Until we demand that our elected leaders proclaim and fight for our common humanity, expect to see more hate violence, more substance abuse, more suicides and more HIV sero-conversions. These are the facts. Let's not turn away from them. 

In 1948, the California Supreme Court became the first state court in the country to strike down a law prohibiting interracial marriage before the U.S. Supreme Court invalidated all such laws in 1967. The California Supreme Court held that "marriage is . . . something more than a civil contract subject to regulation by the state; it is a fundamental right of free men...legislation infringing such rights must be based upon more than prejudice and must be free from oppressive discrimination to comply with the constitutional requirements of due process and equal protection of the laws."

As with interracial marriage, it is only a matter of time until Americans realize that two people who love one another and wish to spend their lives together are not a threat, but rather a positive, stabilizing force not only for them, but for society as a whole.  I am proud to carry on this fight for marriage equality and to put forward this bill that will end California's endorsement of second-class citizenship for its LGBT citizens.

I look forward to sharing more thoughts about our work in Sacramento.  I would like to thank Betty for her dedication and support for the community, and for this opportunity to present a regular column.  If you should you have questions or suggestions, please feel free to contact me at any time through my District Office at 415-557-3013 or keep updated on the web by visiting www.markleno.com.
 
Yours,
 
Mark Leno
Assemblyman, 13th District

Bio & Past Articles

Past Articles

Betty's List 'Mark My Word'
Columnist Assemblyman Mark Leno

Assemblyman Mark Leno made history in November 2002 when he was elected as one of the first openly gay men to the California State Assembly, representing District 13, the eastern portion of San Francisco. He currently serves as Chair of the Public Safety Committee, one of only four freshman legislators appointed to Chair a policy committee in their first year. He also serves on the Appropriations, Local Government, and Revenue & Taxation Committees and is the Chair of Select Committees on Lesbian, Gay, Bisexual & Transgender (LBGT) Families and Childhood Obesity & Related Diabetes.

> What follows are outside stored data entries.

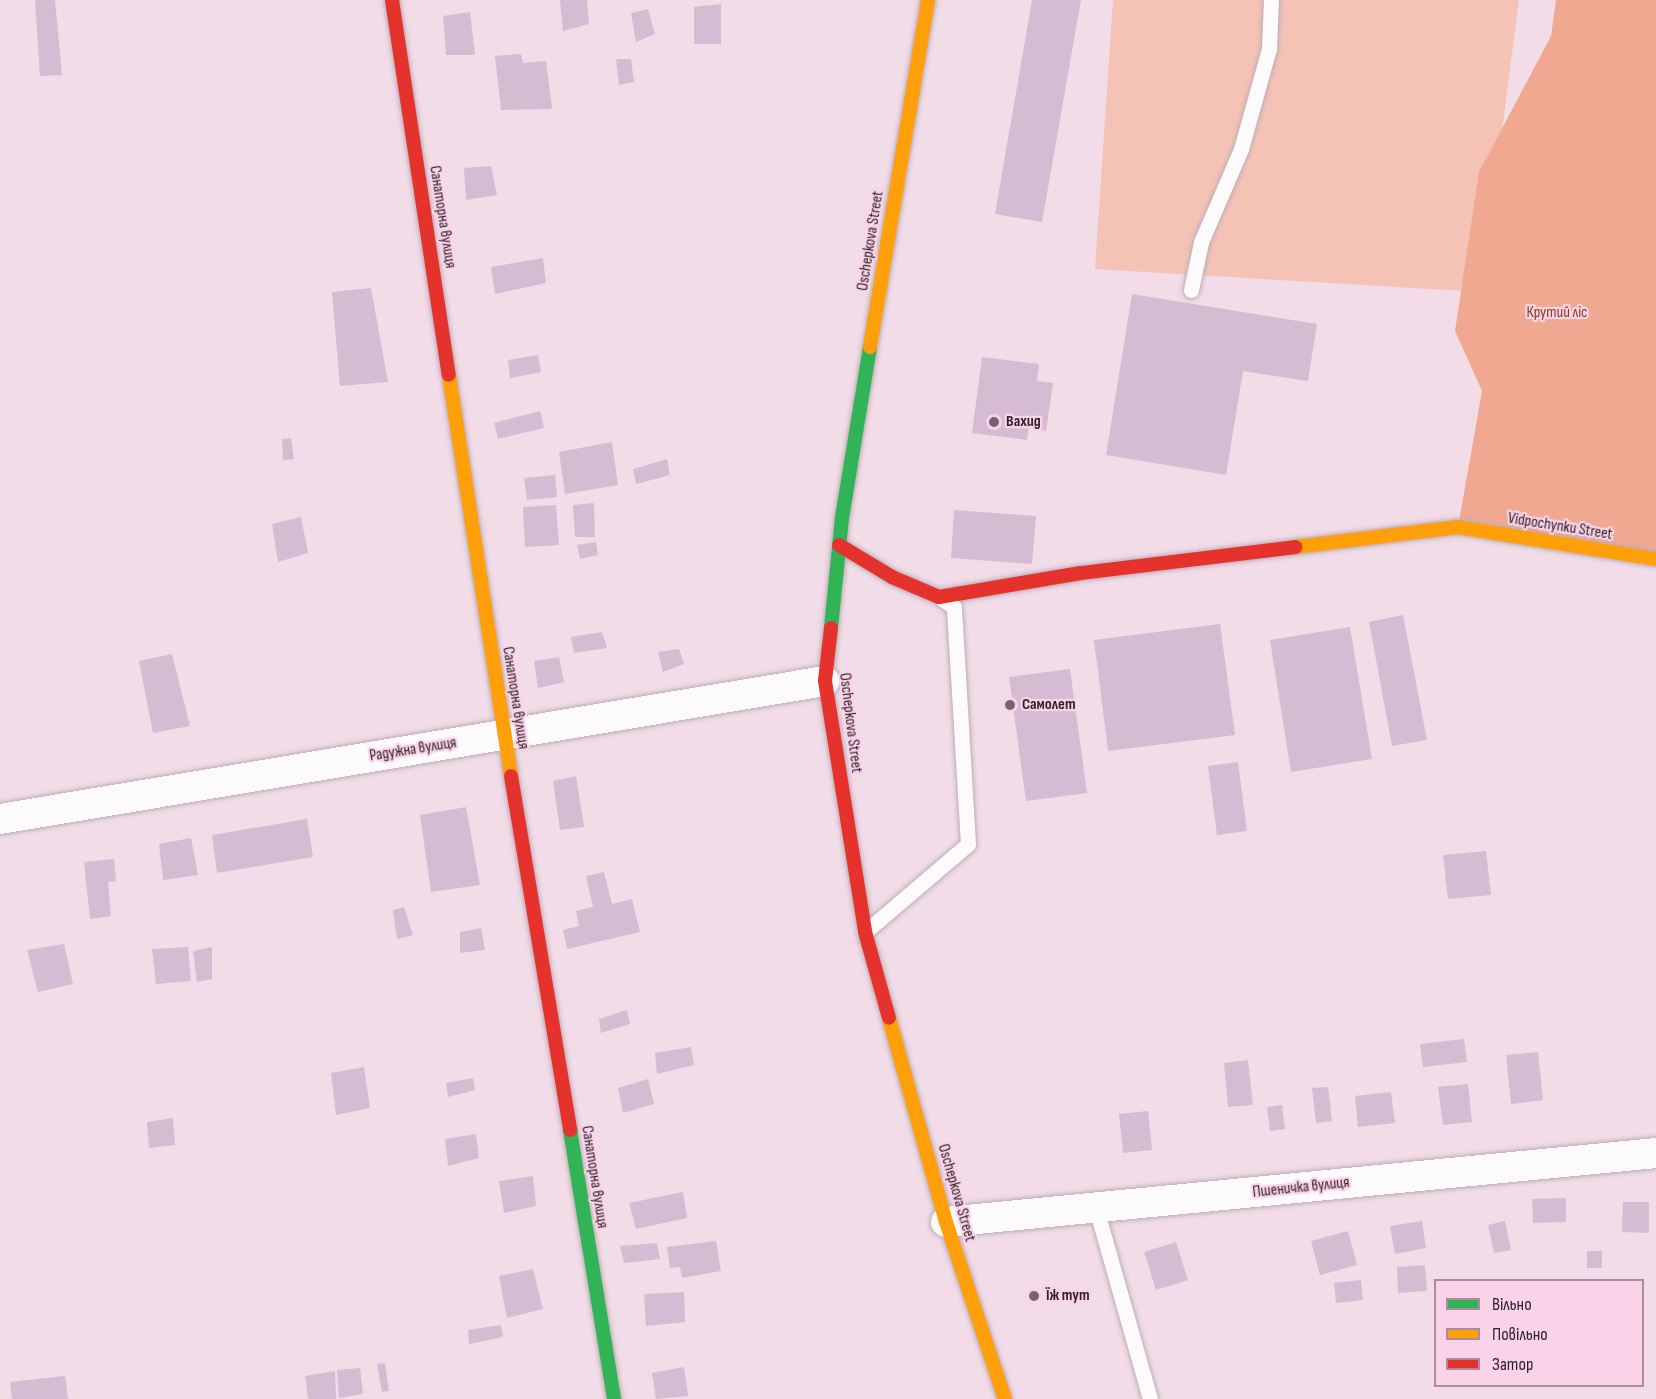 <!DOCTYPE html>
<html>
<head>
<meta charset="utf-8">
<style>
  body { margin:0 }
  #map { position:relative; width:1656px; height:1399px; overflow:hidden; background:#f1dce7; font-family:"Sofia Sans Condensed",sans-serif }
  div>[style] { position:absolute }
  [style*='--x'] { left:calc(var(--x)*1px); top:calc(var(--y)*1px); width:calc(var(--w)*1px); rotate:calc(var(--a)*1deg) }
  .green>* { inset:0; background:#f5c3b6 }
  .forest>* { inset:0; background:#f0a990 }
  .building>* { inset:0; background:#d6bcd2 }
  .roads { filter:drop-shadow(0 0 2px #bdadb6) drop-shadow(0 0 2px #bdadb6) }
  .lane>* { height:15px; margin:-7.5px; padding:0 7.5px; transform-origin:7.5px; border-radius:7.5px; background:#fdfafb }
  .street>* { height:30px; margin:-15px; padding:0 15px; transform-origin:15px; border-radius:15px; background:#fdfafb }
  .fast>* { height:14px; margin:-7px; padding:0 7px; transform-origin:7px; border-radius:7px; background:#30b455 }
  .slow>* { height:14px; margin:-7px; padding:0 7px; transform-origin:7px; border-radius:7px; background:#ff9f0a }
  .jam>* { height:14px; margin:-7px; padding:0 7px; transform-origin:7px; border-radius:7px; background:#e5322d }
  .dots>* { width:16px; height:16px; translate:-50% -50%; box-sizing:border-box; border:3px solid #fad3e8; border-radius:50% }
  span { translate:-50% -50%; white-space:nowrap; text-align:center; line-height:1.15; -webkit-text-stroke:4.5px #fad3e8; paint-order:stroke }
  .street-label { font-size:16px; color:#31232a }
  .park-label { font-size:16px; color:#873e19 }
  .poi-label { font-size:16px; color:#31232a; font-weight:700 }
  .left { translate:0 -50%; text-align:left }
  .legend { position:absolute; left:1434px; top:1279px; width:210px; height:108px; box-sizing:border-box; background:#fad3e8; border:2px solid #aa8d9c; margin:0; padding:8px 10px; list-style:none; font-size:18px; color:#31232a }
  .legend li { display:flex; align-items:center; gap:12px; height:30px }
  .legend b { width:30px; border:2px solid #aa8d9c }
</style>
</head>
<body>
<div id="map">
  <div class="green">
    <div style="clip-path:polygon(1113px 0,1519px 0,1481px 292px,1095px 269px)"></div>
  </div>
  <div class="forest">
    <div style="clip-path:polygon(1556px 0,1656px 0,1656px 552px,1458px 527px,1482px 391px,1455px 331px,1479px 172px,1551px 36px)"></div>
  </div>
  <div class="building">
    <div style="clip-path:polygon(35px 0,55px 0,62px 75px,40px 76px)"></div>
    <div style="clip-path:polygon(560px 0,587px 0,589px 24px,563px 31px)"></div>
    <div style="clip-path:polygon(1032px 0,1081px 0,1042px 222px,995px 214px)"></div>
    <div style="clip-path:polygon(721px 4px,721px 44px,694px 44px,694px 7px)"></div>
    <div style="clip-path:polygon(648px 9px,655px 34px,636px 42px,631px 13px)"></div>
    <div style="clip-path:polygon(470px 12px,475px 55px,446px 55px,443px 16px)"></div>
    <div style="clip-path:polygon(521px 54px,523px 63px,546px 61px,552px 109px,501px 110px,495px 56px)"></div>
    <div style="clip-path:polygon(616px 59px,631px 59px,634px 82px,619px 85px)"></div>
    <div style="clip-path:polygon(491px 166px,497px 195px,466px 200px,464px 168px)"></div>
    <div style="clip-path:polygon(543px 258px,546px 283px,495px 294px,491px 267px)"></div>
    <div style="clip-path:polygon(371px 288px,388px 382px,340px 386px,332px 292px)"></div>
    <div style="clip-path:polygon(1132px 294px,1317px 324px,1308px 381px,1243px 371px,1226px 475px,1106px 455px)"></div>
    <div style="clip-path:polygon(538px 355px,541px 372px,510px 378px,508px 360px)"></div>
    <div style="clip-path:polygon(982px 357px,1039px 364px,1037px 381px,1053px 383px,1046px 431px,1029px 428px,1027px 440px,972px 433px)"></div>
    <div style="clip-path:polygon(540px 411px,544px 428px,498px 439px,494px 423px)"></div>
    <div style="clip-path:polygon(291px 438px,294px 459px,283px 460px,282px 439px)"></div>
    <div style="clip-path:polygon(612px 442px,618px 485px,565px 494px,559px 452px)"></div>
    <div style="clip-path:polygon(667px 459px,670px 475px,636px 484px,633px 469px)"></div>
    <div style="clip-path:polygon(555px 475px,557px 497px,527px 500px,524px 478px)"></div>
    <div style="clip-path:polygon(594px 503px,595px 537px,575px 537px,573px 505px)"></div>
    <div style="clip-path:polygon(556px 505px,559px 545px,525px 547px,523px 507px)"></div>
    <div style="clip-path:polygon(954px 510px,1036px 516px,1032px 564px,951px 558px)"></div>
    <div style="clip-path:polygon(301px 517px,308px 553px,278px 562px,272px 524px)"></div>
    <div style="clip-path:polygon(596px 542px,598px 555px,580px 559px,577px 545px)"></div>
    <div style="clip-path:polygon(1403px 615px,1427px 740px,1392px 746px,1369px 622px)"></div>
    <div style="clip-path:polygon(1220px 624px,1235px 735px,1108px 751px,1094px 640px)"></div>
    <div style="clip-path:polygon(1350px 627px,1372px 759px,1291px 772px,1270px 640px)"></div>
    <div style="clip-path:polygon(602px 632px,607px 648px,574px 653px,571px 637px)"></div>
    <div style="clip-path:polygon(679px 649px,684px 664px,663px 672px,658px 652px)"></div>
    <div style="clip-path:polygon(172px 654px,190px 726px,153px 733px,139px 661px)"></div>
    <div style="clip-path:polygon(559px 657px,564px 682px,538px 688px,534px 661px)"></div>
    <div style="clip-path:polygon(1070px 669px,1087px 793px,1026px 801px,1009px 677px)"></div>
    <div style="clip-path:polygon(1238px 762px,1247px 831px,1217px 835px,1208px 766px)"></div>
    <div style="clip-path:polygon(576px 776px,584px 827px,560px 830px,553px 781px)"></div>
    <div style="clip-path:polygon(466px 807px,480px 885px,431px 892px,420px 815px)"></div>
    <div style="clip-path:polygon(307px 819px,313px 857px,217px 873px,212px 835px)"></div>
    <div style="clip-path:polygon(191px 838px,198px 875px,163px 880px,159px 844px)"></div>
    <div style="clip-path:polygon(1486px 851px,1491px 895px,1448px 899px,1443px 855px)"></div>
    <div style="clip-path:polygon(114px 859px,116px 881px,108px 882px,111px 916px,90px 919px,84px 862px)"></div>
    <div style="clip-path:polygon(604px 872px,612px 904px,632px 899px,640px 932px,567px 949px,563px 930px,579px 926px,576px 911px,593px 907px,586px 876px)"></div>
    <div style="clip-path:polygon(404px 907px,413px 935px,397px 939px,393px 910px)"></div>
    <div style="clip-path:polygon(481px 928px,485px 950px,460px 953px,460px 932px)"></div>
    <div style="clip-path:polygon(64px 944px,73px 984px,38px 992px,27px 950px)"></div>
    <div style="clip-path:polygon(188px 947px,191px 981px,156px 984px,152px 949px)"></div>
    <div style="clip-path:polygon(212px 947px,212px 979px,197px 982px,193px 951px)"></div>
    <div style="clip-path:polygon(627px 1010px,630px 1024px,601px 1033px,599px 1019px)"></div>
    <div style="clip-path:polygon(1464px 1039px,1467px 1062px,1423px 1067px,1420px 1044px)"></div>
    <div style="clip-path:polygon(691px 1047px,694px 1065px,657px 1074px,655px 1053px)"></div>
    <div style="clip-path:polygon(1538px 1052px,1543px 1100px,1511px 1104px,1506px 1055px)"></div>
    <div style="clip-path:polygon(1248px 1060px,1253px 1105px,1228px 1107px,1224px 1063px)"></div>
    <div style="clip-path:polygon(364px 1067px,370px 1108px,336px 1115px,331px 1073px)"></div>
    <div style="clip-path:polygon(473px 1078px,475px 1090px,448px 1097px,446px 1083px)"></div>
    <div style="clip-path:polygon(648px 1079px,654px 1104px,623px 1113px,618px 1088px)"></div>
    <div style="clip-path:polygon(1468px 1084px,1472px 1122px,1443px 1125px,1438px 1087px)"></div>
    <div style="clip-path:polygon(1328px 1087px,1332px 1121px,1316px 1123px,1312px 1088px)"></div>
    <div style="clip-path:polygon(1391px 1092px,1395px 1123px,1358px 1127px,1355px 1096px)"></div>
    <div style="clip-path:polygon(1282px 1105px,1285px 1129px,1270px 1131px,1267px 1107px)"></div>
    <div style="clip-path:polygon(1148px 1111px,1152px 1150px,1123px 1153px,1119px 1114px)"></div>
    <div style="clip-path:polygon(173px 1118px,175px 1145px,149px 1148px,147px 1122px)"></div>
    <div style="clip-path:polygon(476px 1134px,479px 1158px,448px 1166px,445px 1139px)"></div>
    <div style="clip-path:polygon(533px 1176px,536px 1206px,504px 1213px,499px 1181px)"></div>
    <div style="clip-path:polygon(683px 1192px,687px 1218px,636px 1229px,629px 1203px)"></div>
    <div style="clip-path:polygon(1566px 1198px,1566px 1222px,1533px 1223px,1532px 1199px)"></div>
    <div style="clip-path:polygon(1623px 1202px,1649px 1202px,1649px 1233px,1622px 1232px)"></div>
    <div style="clip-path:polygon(1422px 1221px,1426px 1248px,1395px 1254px,1390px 1226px)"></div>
    <div style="clip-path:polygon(1505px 1221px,1511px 1250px,1494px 1253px,1488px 1225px)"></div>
    <div style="clip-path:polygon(1348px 1231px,1357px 1265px,1320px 1275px,1311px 1241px)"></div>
    <div style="clip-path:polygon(716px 1241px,721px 1271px,682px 1278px,680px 1267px,670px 1268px,667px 1247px)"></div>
    <div style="clip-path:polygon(1176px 1242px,1188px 1280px,1156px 1290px,1144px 1252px)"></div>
    <div style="clip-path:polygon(657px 1243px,660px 1259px,624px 1263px,620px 1246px)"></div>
    <div style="clip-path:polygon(1587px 1251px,1602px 1251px,1602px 1268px,1587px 1268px)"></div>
    <div style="clip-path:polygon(1425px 1265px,1427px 1291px,1398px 1293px,1397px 1267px)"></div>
    <div style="clip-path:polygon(533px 1269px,543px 1309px,507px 1318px,499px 1276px)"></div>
    <div style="clip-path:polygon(1361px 1280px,1363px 1300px,1336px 1303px,1334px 1283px)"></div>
    <div style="clip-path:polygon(684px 1292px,685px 1322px,646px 1326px,644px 1294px)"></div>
    <div style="clip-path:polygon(501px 1325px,503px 1337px,469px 1344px,468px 1330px)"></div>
    <div style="clip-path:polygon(385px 1363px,389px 1391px,382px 1392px,377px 1364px)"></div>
    <div style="clip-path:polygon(684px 1367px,688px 1396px,656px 1399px,652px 1373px)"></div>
    <div style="clip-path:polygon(360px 1368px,363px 1394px,339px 1398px,337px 1370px)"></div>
    <div style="clip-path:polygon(335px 1371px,336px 1399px,308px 1399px,305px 1376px)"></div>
    <div style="clip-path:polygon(65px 1376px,68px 1399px,12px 1399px,10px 1382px)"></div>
  </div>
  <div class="roads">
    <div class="lane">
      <div style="--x:1191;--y:290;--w:49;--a:-78.2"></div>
      <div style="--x:1201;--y:242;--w:101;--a:-66.7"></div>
      <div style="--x:1241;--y:149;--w:104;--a:-74.4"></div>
      <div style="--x:1269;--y:49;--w:49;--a:-87.7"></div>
      <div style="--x:865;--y:932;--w:135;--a:-40.5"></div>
      <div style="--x:968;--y:844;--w:237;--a:-93.4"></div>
      <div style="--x:954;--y:607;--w:14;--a:-146"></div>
      <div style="--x:1096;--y:1208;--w:198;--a:74.2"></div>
    </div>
    <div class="street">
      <div style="--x:0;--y:819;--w:836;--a:-9.5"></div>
      <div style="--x:946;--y:1222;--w:713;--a:-5.55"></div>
    </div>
    <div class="fast">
      <div style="--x:831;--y:628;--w:111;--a:-84.3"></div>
      <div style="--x:842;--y:518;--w:173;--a:-80.7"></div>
      <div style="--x:570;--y:1130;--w:273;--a:80.7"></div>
    </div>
    <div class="slow">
      <div style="--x:870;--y:347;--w:352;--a:-80.5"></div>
      <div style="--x:449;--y:375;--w:406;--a:81.2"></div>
      <div style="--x:1295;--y:547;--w:164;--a:-7"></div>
      <div style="--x:1458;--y:527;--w:201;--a:9.2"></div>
      <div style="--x:889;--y:1018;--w:212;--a:74.4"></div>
      <div style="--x:946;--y:1222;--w:187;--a:71.6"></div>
    </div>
    <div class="jam">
      <div style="--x:392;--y:0;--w:379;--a:81.4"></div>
      <div style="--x:839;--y:545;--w:62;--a:31.1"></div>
      <div style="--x:892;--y:577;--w:51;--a:23.1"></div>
      <div style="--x:939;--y:597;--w:144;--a:-9.6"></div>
      <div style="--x:1081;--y:573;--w:216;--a:-6.9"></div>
      <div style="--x:831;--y:628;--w:53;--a:96.5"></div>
      <div style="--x:825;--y:681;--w:254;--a:80.9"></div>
      <div style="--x:865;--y:932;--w:89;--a:74.4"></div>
      <div style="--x:511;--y:776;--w:359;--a:80.5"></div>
    </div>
  </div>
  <div class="dots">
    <div style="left:994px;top:422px;background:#74646c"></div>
    <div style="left:1010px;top:705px;background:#74646c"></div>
    <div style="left:1034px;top:1296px;background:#74646c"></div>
  </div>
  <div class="street-label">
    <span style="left:442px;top:217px;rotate:81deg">Санаторна вулиця</span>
    <span style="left:871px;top:241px;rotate:-81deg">Oschepkova Street</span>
    <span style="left:1560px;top:527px;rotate:9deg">Vidpochynku Street</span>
    <span style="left:515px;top:698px;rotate:81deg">Санаторна вулиця</span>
    <span style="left:850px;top:723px;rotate:83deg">Oschepkova Street</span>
    <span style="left:413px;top:750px;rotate:-9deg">Радужна вулиця</span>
    <span style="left:594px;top:1177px;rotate:81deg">Санаторна вулиця</span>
    <span style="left:1301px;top:1188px;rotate:-6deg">Пшеничка вулиця</span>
    <span style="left:956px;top:1193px;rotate:74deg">Oschepkova Street</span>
  </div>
  <div class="park-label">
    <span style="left:1557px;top:313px">Крутий ліс</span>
  </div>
  <div class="poi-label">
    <span class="left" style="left:1006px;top:422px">Вахид</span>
    <span class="left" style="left:1022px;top:705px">Самолет</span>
    <span class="left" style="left:1046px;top:1296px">Їж тут</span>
  </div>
  <ul class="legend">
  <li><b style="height:8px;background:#30b455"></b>Вільно</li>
  <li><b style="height:8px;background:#ff9f0a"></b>Повільно</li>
  <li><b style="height:8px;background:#e5322d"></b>Затор</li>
  </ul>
</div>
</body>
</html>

A native of Wisconsin, Leno attended the University of Colorado at Boulder, then went on to become valedictorian of his graduating class at the American College of Jerusalem, where he earned his Bachelor of Arts Degree. Leno also spent two years in Rabbinical Studies at Hebrew Union College in New York.

Prior to his election to the State Assembly, Assemblyman Leno served as a member of the San Francisco Board of Supervisors from April 1998 to December 2002. He authored landmark legislation in the areas of affordable housing, universal health care for children, solar energy, late night entertainment, bond oversight, small business services, City CarShare, medical cannabis, equal access to services, and LGBT civil rights.

Leno is the owner of Budget Signs, Inc., a small business he founded in 1978 and operated with his life partner, Douglas Jackson. Together the two entrepreneurs steadily grew their sign business until Jackson passed away from complications relating to AIDS/HIV in 1990. This deep loss would not deter Leno. Instead, he redoubled his efforts in community service.

He has served on the boards of many local and national organizations including the LGBT Community Center Project, Haight Ashbury Community Services, the American Jewish Congress, Mobilization Against AIDS, and the San Francisco Chamber of Commerce. He is the recipient of the 1995 Small Business Owner of the Year Award from the Small Business Network, the 1995 Hormel Community Service Award from the Human Rights Campaign and the James R. Sylla Award from the San Francisco Chamber of Commerce.

Outside of his capacity as an elected official, Leno has been a tireless supporter of nonprofit organizations in San Francisco, frequently appearing to show support at events and lending a hand wherever possible. He was a statewide spokesman for the No on Prop 22 Campaign (the Knight Initiative) and was a delegate to the Democratic National Convention in Los Angeles in August 2000.